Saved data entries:
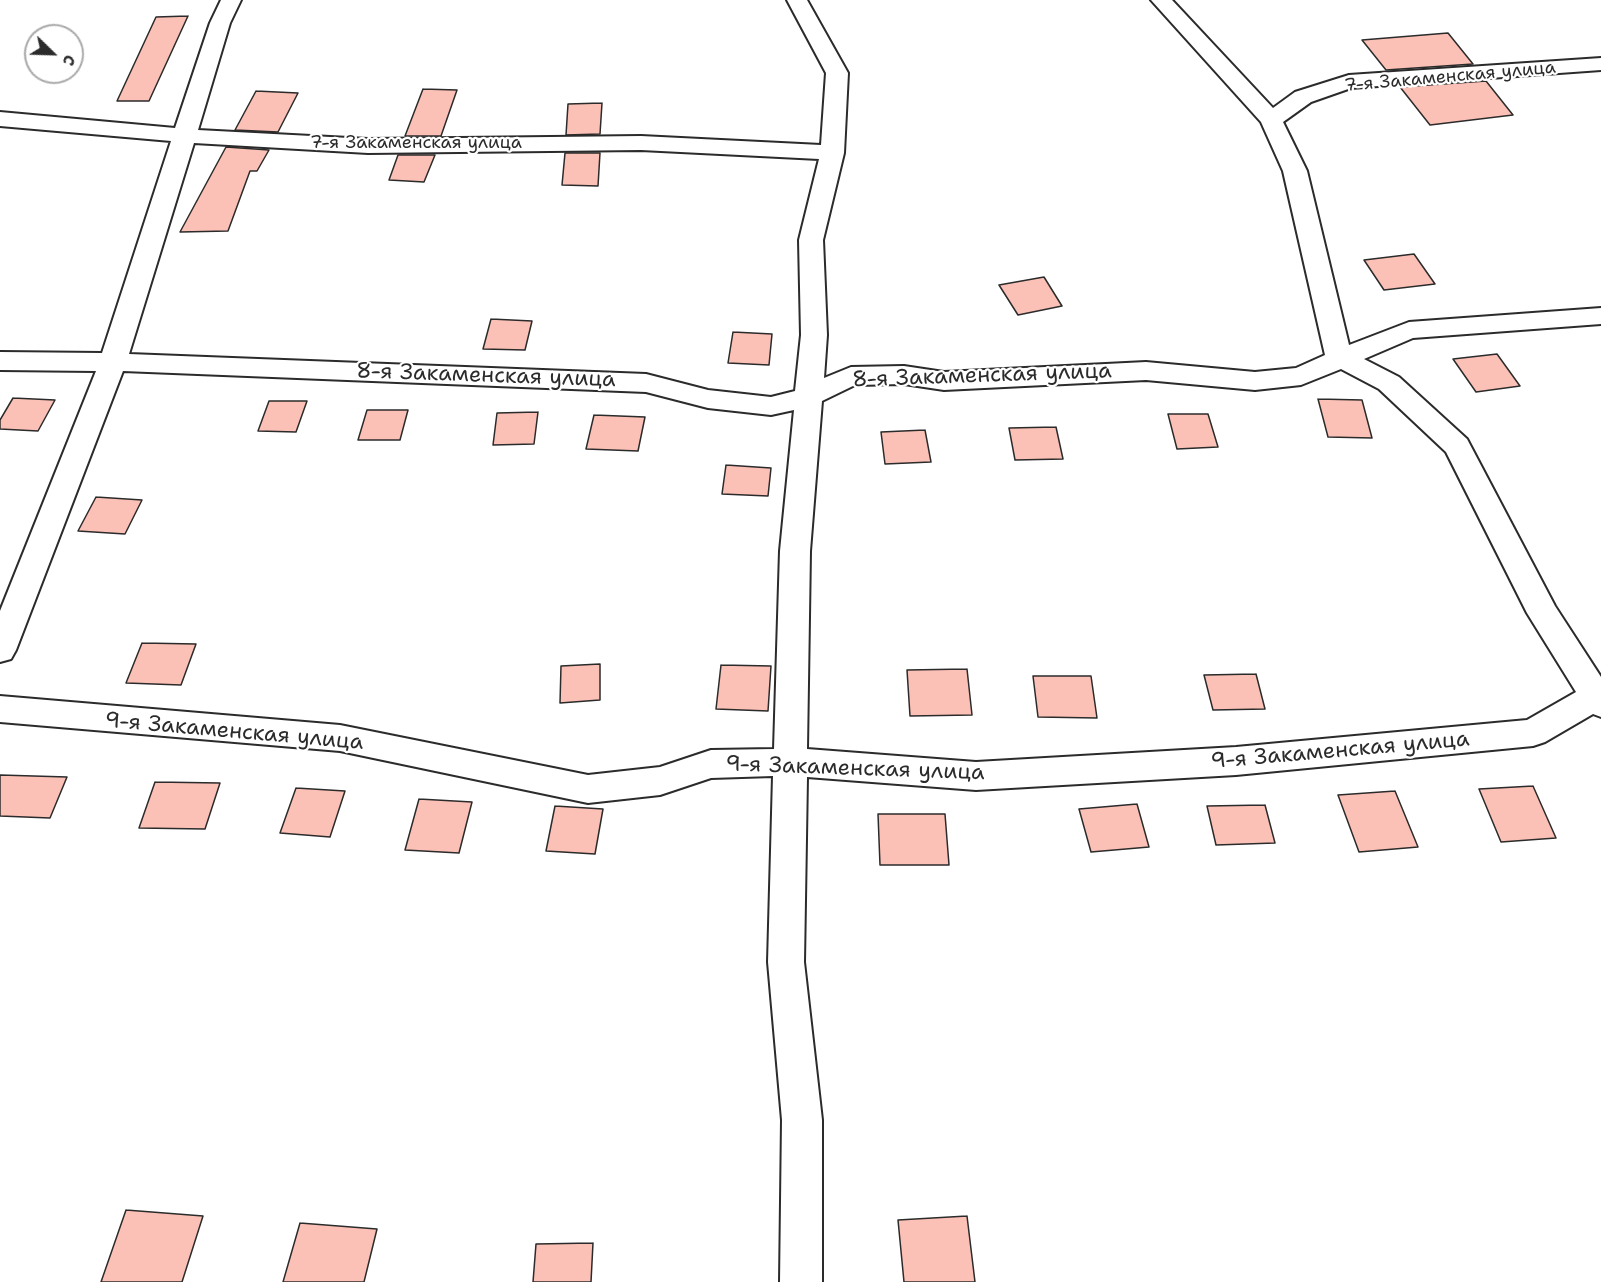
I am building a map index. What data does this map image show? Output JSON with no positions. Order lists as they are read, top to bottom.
{
  "streets": {
    "street": ["7-я Закаменская улица", "8-я Закаменская улица", "9-я Закаменская улица"]
  },
  "north": "bottom right"
}
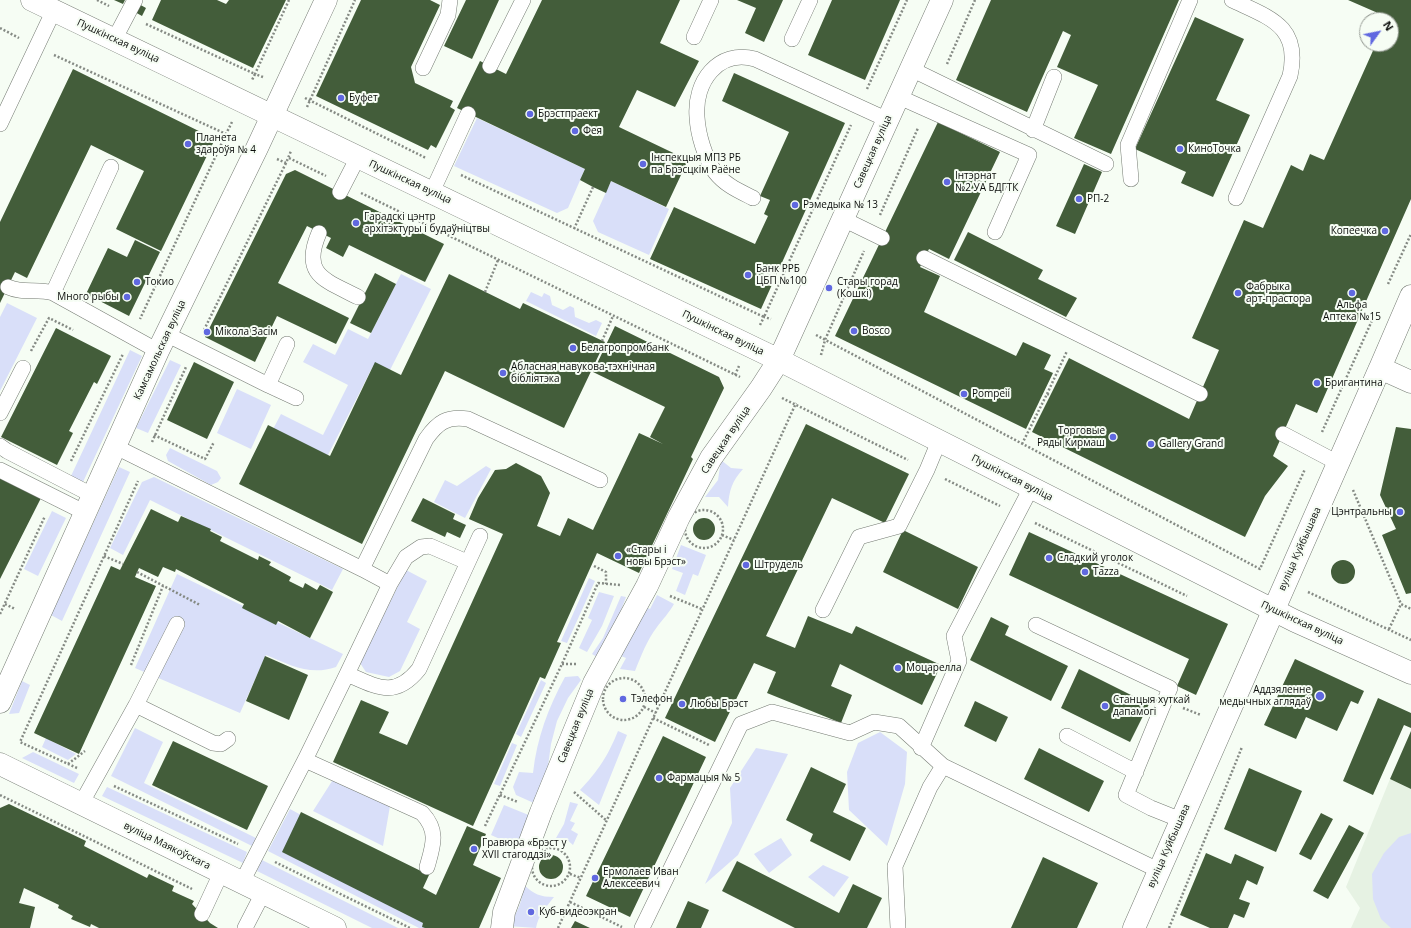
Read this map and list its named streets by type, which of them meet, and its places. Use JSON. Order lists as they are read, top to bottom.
{
  "streets": {
    "street": [
      "Пушкінская вуліца",
      "Савецкая вуліца",
      "Камсамольская вуліца",
      "вуліца Куйбышава",
      "вуліца Маякоўскага"
    ]
  },
  "crossings": [
    ["Пушкінская вуліца", "Савецкая вуліца"],
    ["Пушкінская вуліца", "Камсамольская вуліца"],
    ["Пушкінская вуліца", "вуліца Куйбышава"]
  ],
  "places": [
    "Буфет",
    "Брэстпраект",
    "Фея",
    "Планета здароўя № 4",
    "КиноТочка",
    "Інспекцыя МПЗ РБ па Брэсцкім Раёне",
    "Інтэрнат №2 УА БДГТК",
    "РП-2",
    "Рэмедыка № 13",
    "Гарадскі цэнтр архітэктуры і будаўніцтвы",
    "Копеечка",
    "Банк РРБ ЦБП №100",
    "Токио",
    "Стары горад (Кошкі)",
    "Фабрыка арт-прастора",
    "Альфа Аптека №15",
    "Много рыбы",
    "Bosco",
    "Мікола Засім",
    "Белагропромбанк",
    "Абласная навукова-тэхнічная бібліятэка",
    "Бригантина",
    "Pompeii",
    "Торговые Ряды Кирмаш",
    "Gallery Grand",
    "Цэнтральны",
    "«Стары і новы Брэст»",
    "Сладкий уголок",
    "Штрудель",
    "Tazza",
    "Моцарелла",
    "Аддзяленне медычных аглядаў",
    "Тэлефон",
    "Любы Брэст",
    "Станцыя хуткай дапамогі",
    "Фармацыя № 5",
    "Гравюра «Брэст у XVII стагоддзі»",
    "Ермолаев Иван Алексеевич",
    "Куб-видеоэкран"
  ],
  "north": "top right"
}
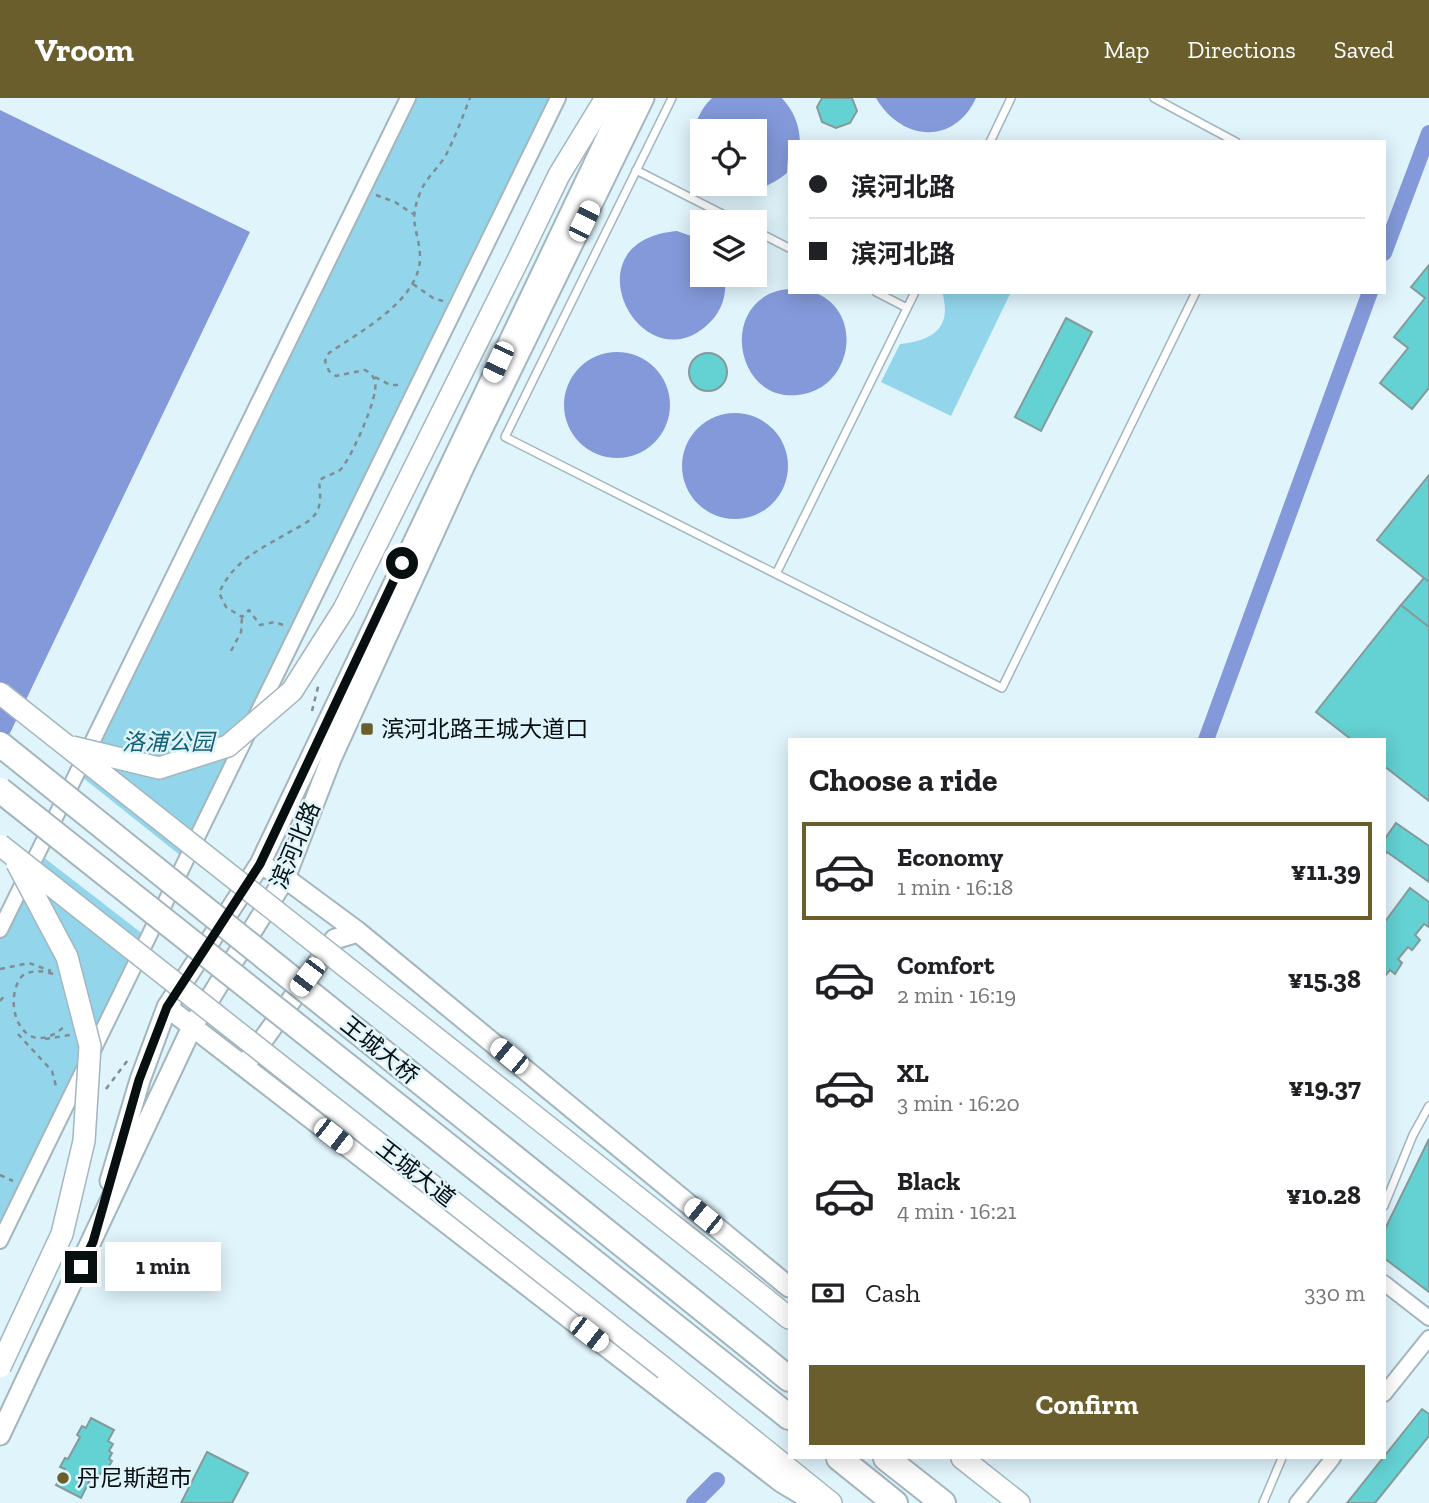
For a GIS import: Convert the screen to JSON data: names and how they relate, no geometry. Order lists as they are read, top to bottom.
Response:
{
  "streets": {
    "highway": ["王城大桥"],
    "main road": ["滨河北路", "王城大道"]
  },
  "parks": ["洛浦公园"],
  "places": {
    "transit": ["滨河北路王城大道口"],
    "other": ["丹尼斯超市"]
  },
  "page": {
    "header": "Vroom",
    "nav": ["Map", "Directions", "Saved"],
    "banner": ["滨河北路", "滨河北路"],
    "heading": "Choose a ride",
    "list": [
      {
        "name": "Economy",
        "note": "1 min · 16:18",
        "value": "¥11.39"
      },
      {
        "name": "Comfort",
        "note": "2 min · 16:19",
        "value": "¥15.38"
      },
      {
        "name": "XL",
        "note": "3 min · 16:20",
        "value": "¥19.37"
      },
      {
        "name": "Black",
        "note": "4 min · 16:21",
        "value": "¥10.28"
      }
    ],
    "bubble": "1 min",
    "pay": ["Cash", "330 m"],
    "buttons": "Confirm"
  }
}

Your task: Every record must be returned exactly. Leave its pictures out.

Response for this exercise:
I am building a map index. What data does this map image show? Output JSON with no positions. Order lists as they are read, top to bottom.
{
  "streets": {
    "street": ["7-я Закаменская улица", "8-я Закаменская улица", "9-я Закаменская улица"]
  },
  "north": "bottom right"
}
Read this map and list its named streets by type, which of them meet, and its places. Use JSON. Order lists as they are read, top to bottom.
{
  "streets": {
    "street": [
      "Пушкінская вуліца",
      "Савецкая вуліца",
      "Камсамольская вуліца",
      "вуліца Куйбышава",
      "вуліца Маякоўскага"
    ]
  },
  "crossings": [
    ["Пушкінская вуліца", "Савецкая вуліца"],
    ["Пушкінская вуліца", "Камсамольская вуліца"],
    ["Пушкінская вуліца", "вуліца Куйбышава"]
  ],
  "places": [
    "Буфет",
    "Брэстпраект",
    "Фея",
    "Планета здароўя № 4",
    "КиноТочка",
    "Інспекцыя МПЗ РБ па Брэсцкім Раёне",
    "Інтэрнат №2 УА БДГТК",
    "РП-2",
    "Рэмедыка № 13",
    "Гарадскі цэнтр архітэктуры і будаўніцтвы",
    "Копеечка",
    "Банк РРБ ЦБП №100",
    "Токио",
    "Стары горад (Кошкі)",
    "Фабрыка арт-прастора",
    "Альфа Аптека №15",
    "Много рыбы",
    "Bosco",
    "Мікола Засім",
    "Белагропромбанк",
    "Абласная навукова-тэхнічная бібліятэка",
    "Бригантина",
    "Pompeii",
    "Торговые Ряды Кирмаш",
    "Gallery Grand",
    "Цэнтральны",
    "«Стары і новы Брэст»",
    "Сладкий уголок",
    "Штрудель",
    "Tazza",
    "Моцарелла",
    "Аддзяленне медычных аглядаў",
    "Тэлефон",
    "Любы Брэст",
    "Станцыя хуткай дапамогі",
    "Фармацыя № 5",
    "Гравюра «Брэст у XVII стагоддзі»",
    "Ермолаев Иван Алексеевич",
    "Куб-видеоэкран"
  ],
  "north": "top right"
}
For a GIS import: Convert the screen to JSON data: names and how they relate, no geometry. Order lists as they are read, top to bottom.
Response:
{
  "streets": {
    "highway": ["王城大桥"],
    "main road": ["滨河北路", "王城大道"]
  },
  "parks": ["洛浦公园"],
  "places": {
    "transit": ["滨河北路王城大道口"],
    "other": ["丹尼斯超市"]
  },
  "page": {
    "header": "Vroom",
    "nav": ["Map", "Directions", "Saved"],
    "banner": ["滨河北路", "滨河北路"],
    "heading": "Choose a ride",
    "list": [
      {
        "name": "Economy",
        "note": "1 min · 16:18",
        "value": "¥11.39"
      },
      {
        "name": "Comfort",
        "note": "2 min · 16:19",
        "value": "¥15.38"
      },
      {
        "name": "XL",
        "note": "3 min · 16:20",
        "value": "¥19.37"
      },
      {
        "name": "Black",
        "note": "4 min · 16:21",
        "value": "¥10.28"
      }
    ],
    "bubble": "1 min",
    "pay": ["Cash", "330 m"],
    "buttons": "Confirm"
  }
}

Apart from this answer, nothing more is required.